Candidates cover health care

POST FALLS – Candidates for North Idaho’s seat in Congress squared off on health care issues Wednesday, with all calling for big changes in the current system.
“The system is broke,” declared state Sen. Skip Brandt, R-Kooskia.
State Controller Keith Johnson said health care is a luxury – and people need to take responsibility for their own health. Former state Sen. Sheila Sorensen, R-Boise, a pediatric nurse practitioner, countered that she believes access to health care is a right.
“What we need to do, though, is to make insurance more affordable so that businesses can provide health coverage to more of the uninsured,” Sorensen said.
The candidates’ comments came at a forum at Post Falls High School marking the national “Cover the Uninsured Week.” The forum was sponsored by Kootenai Medical Center, the Dirne Community Health Center and the Coeur d’Alene Press, and featured all six GOP candidates, Coeur d’Alene Democrat Cecil Kelly, independent Dave Olson of St. Maries and Natural Law/United Party candidate Andy Hedden-Nicely.
State Rep.
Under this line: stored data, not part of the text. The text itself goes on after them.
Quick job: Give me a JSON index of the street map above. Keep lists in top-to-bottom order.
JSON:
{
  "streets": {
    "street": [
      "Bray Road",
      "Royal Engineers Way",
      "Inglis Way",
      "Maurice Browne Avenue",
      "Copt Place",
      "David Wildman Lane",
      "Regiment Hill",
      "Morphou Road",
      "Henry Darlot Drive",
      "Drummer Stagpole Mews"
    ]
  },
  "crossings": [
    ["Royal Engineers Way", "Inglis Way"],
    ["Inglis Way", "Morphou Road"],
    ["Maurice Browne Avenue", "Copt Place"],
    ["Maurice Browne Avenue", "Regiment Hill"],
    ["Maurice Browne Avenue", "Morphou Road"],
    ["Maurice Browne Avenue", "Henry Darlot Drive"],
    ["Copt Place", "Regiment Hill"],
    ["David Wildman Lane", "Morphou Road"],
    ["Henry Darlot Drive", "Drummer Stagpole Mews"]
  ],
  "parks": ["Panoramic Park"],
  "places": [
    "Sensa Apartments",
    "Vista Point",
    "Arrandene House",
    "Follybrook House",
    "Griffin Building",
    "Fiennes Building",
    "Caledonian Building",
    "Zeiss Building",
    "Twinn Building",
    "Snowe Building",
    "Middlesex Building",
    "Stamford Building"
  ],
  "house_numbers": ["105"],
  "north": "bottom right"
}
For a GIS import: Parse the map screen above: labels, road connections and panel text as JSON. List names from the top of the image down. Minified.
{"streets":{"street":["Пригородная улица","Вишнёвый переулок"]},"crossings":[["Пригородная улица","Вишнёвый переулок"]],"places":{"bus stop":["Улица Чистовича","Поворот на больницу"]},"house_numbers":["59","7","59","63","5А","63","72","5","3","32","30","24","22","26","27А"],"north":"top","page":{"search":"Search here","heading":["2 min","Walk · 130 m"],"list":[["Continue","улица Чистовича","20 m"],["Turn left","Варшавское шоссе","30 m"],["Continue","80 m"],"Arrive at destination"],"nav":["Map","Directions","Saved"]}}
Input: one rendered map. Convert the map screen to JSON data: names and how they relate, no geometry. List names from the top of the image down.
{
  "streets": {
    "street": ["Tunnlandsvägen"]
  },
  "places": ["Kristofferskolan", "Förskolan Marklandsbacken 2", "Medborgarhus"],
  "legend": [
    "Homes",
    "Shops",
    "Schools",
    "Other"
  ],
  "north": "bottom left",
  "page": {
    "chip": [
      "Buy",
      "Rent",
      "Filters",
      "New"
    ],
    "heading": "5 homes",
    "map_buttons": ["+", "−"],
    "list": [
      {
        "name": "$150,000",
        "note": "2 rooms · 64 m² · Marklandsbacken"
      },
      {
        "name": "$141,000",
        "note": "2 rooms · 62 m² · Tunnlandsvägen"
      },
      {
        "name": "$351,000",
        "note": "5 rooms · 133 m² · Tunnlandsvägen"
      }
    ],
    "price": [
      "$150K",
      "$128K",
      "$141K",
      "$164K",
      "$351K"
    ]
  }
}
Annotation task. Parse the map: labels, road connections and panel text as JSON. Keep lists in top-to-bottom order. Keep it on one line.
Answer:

Bill Sali, R-Kuna, noted that while most health care costs are skyrocketing, laser eye surgery and cosmetic procedures are getting cheaper – because they’re generally not covered by health insurance. “That’s because they’re out there in the market,” he said. “If something is too expensive, you need competition to bring the price down.”
Canyon County Commissioner Robert Vasquez said his idea for reducing health care costs is to stop paying for care for illegal immigrants, an issue he returned to on almost every question at the evening candidate forum.
“It is easier in this country to get health care if you’re an illegal alien than if you’re a combat veteran,” declared Vasquez, a twice-wounded Vietnam veteran. “That’s what needs to change.”
A crowd of more than 60 watched the forum, and some, like Margaret Grigsby, of Hayden, took notes.
Grigsby, who moved to Hayden from California several years ago, said she was impressed with Vasquez. “I think that he’s a true American and that his heart is in the right place,” she said.
Fred Ostermeyer, of Post Falls, said, “There were some extremes, which was to be expected. … I already knew how I was going to vote, and it just reinforced who I was going to vote for.”
Angela Cross, of Post Falls, said the forum was the first time she had seen all the candidates together. “Even the six Republicans were very distinctive,” she said. “They all had different ideas, which is good.”
Candidate Norm Semanko said he’s tired of hearing “gloom and doom” on health care and other issues. “We have a great health care system,” he said. The answer, he said, is to “quit taxing businesses so much” so the private sector has more ability to provide health coverage.
Kelly, a Coeur d’Alene businessman, and Hedden-Nicely were the only two of the nine candidates at the forum to favor a single-payer, universal health care system. “Three years ago I paid $5,000 for insurance,” Kelly said. “This year I paid $10,000.”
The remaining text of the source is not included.